韓嶽一手按在案上,魁梧的身形微微前傾,雙目死死盯著主位上的秦天鴻。

“秦老龍,今日這事,你若還想拖,韓某便只能替漕運堂上下,親自向你討個說法了。”

堂中眾人的目光皆是一沉。

秦天鴻坐在主位上,面色不變,眼底卻已有幾分寒意。他自然看得出來,今日韓嶽與沈懷舟不是單純來查案的。香主之死只是引子,醉江樓只是把事情牽到產業堂的理由。

韓嶽真正想逼他處置的,是魏三娘,是近年那條牽著黃家、丹源與九江會新利的線。這條線若真被當眾扯開,九
江會這幾年好不容易壓住的分利矛盾,便再也藏不住了。

“韓嶽,沈懷舟,鬧夠了。”

秦天鴻掌心重重按在案上,沉聲道:“香主之死,自會查清。可你們今日一口一個黃家,一句一個產業堂,究竟是
要查案,還是在胡鬧?”

韓嶽冷笑一聲,拍案而起。

“胡鬧?”

他掃過堂中眾人,聲音越發沉重。

“會主若還知道自己坐的是九江會主位,就該知道這幾年會中兄弟怨氣有多深!”他猛地抬手,指向產業堂一側。

“自魏家搭上丹源之後,你便處處袒護產業堂。丹藥進會,魏家要分功;丹路護送,魏家也要分利。可那些場子、
酒樓、畫舫,哪一處不是靠我漕運堂兄弟在水上拼命,靠武堂在岸上看場,靠外事堂在外頭周旋,才得以安生?”
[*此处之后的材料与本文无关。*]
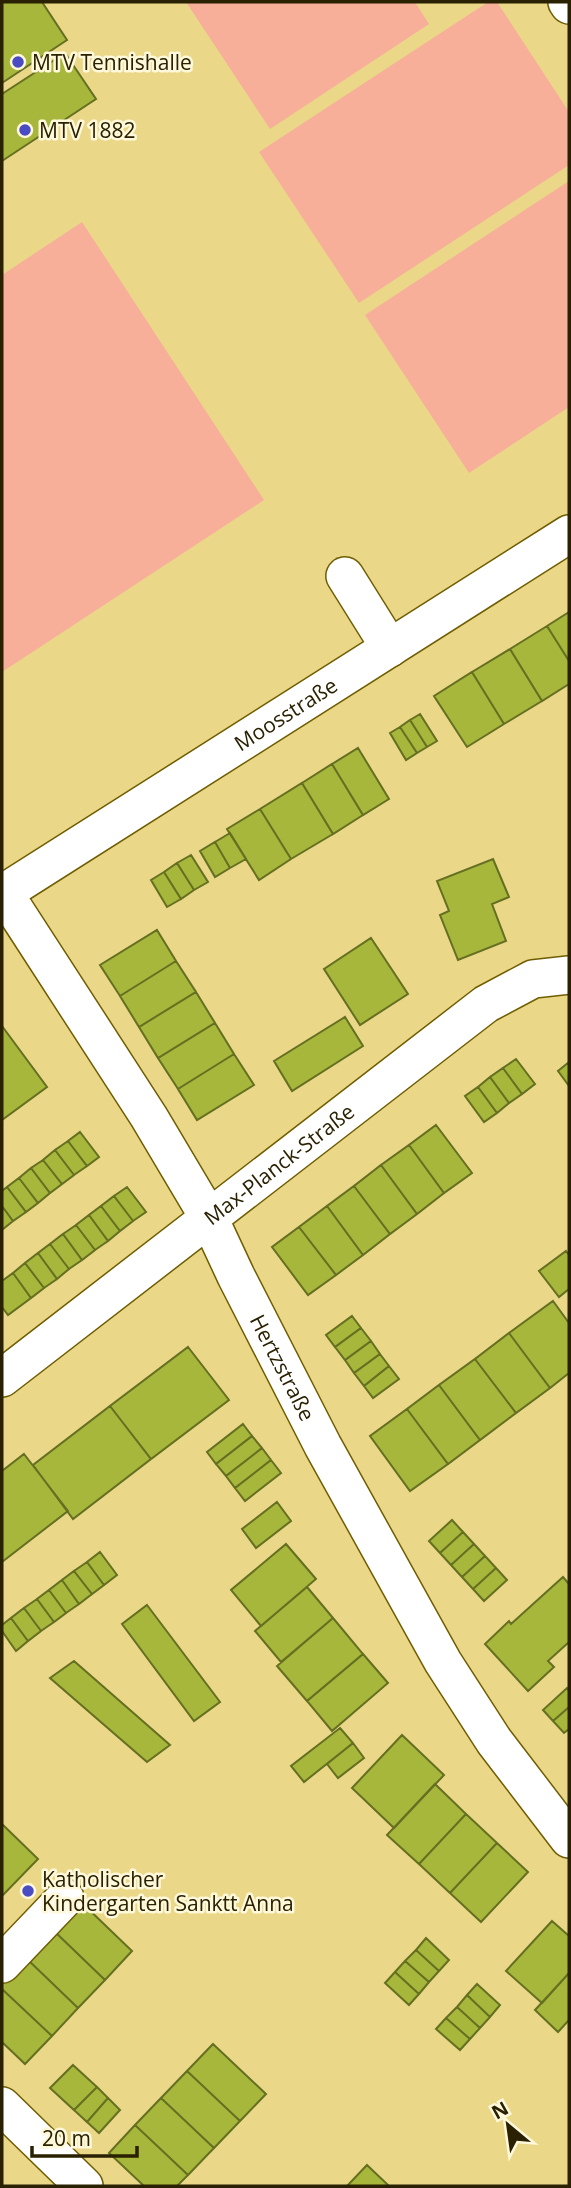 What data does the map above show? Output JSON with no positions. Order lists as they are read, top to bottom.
{
  "streets": {
    "street": ["Moosstraße", "Max-Planck-Straße", "Hertzstraße"]
  },
  "crossings": [
    ["Moosstraße", "Hertzstraße"],
    ["Max-Planck-Straße", "Hertzstraße"]
  ],
  "places": ["MTV Tennishalle", "MTV 1882", "Katholischer Kindergarten Sanktt Anna"],
  "scale_bar": "20 m",
  "north": "top left"
}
“憑什麼他們坐在屋裡收銀子,還要跟我們在功勞簿上分功?”

沈懷舟此時也緩緩站起,拱手道:“會主,韓堂主話雖重了些,可此事確實不能再拖。若今日死的是尋常幫眾,尚可慢查。可死的是漕運堂香主,死在產業堂名下的醉江樓中,又牽涉黃家舊怨。若不當眾給個說法,往後各堂人心難安。”

“人心難安?”

產業堂堂主魏三娘冷冷一笑。她今日一身暗紫長裙,眉眼間帶著幾分風月場上磨出的嫵媚,可此刻那雙眼卻冷得像刀。

“韓嶽,沈懷舟,少拿死人做幌子。”

她目光在兩人身上一掃,語氣譏誚。

“什麼香主,什麼黃家,什麼醉江樓。說到底,不就是看我產業堂拿了丹路,你們眼紅了麼?”

韓嶽臉色一沉。

魏三娘卻沒有停下。

“當年產業堂替九江會養場子、養船工、養堂口,銀子往外拿的時候,怎麼不見你們說產業堂躺著賺?”

“如今丹源一開,功帳上終於有了產業堂的名字,你們倒想起來問我們憑什麼分功了。”

她嗤笑一聲。

“說什麼查案,說什麼替香主討公道。韓嶽,你這把刀今日到底是要查兇,還是要分肉,你自己心裡清楚。”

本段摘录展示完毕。